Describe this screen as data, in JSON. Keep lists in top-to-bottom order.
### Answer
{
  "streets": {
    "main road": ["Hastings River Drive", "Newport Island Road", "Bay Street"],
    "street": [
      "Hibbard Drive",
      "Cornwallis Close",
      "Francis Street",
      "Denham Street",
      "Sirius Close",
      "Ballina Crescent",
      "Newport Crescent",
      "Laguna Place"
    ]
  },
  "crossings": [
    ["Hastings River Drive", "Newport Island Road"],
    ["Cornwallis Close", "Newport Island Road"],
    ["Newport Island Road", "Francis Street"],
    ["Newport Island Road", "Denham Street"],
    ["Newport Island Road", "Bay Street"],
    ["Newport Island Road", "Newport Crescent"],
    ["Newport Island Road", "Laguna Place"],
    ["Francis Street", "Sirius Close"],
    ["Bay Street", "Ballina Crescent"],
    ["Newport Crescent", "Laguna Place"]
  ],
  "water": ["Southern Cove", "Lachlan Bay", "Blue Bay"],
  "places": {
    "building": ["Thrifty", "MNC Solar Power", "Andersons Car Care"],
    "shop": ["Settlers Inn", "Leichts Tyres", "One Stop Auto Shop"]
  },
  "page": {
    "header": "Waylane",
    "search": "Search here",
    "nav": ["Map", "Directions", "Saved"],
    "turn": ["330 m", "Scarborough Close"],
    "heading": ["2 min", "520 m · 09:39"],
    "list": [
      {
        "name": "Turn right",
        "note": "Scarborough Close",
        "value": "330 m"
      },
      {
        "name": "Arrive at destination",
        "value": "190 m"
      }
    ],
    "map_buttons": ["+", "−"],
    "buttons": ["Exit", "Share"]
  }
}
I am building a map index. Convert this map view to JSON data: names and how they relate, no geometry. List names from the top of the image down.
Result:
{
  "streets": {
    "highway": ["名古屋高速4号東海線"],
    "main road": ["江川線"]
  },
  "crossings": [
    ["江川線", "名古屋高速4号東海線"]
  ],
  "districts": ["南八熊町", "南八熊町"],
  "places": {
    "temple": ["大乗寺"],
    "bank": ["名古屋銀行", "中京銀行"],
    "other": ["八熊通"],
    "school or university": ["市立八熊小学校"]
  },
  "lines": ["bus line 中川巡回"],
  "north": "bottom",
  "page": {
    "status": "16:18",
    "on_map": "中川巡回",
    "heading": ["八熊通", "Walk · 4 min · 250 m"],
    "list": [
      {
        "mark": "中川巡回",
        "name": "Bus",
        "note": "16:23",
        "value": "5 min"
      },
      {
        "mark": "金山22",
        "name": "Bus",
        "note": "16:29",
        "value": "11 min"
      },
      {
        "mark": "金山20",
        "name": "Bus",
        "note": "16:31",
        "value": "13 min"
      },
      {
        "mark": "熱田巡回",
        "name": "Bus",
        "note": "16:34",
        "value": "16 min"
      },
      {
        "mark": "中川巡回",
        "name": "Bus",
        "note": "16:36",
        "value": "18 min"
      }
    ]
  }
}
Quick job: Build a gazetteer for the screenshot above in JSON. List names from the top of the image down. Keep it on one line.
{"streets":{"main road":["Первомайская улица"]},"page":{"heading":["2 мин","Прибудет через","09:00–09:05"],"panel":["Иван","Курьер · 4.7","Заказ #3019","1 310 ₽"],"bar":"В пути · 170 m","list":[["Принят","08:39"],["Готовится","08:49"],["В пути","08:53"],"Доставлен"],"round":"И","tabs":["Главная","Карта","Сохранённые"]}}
•••
What the task asks ::
All lines with the word "Cornwallis" are needed; pull them from the entries and copy each.

Response for this exercise ::
      "Cornwallis Close",
    ["Cornwallis Close", "Newport Island Road"],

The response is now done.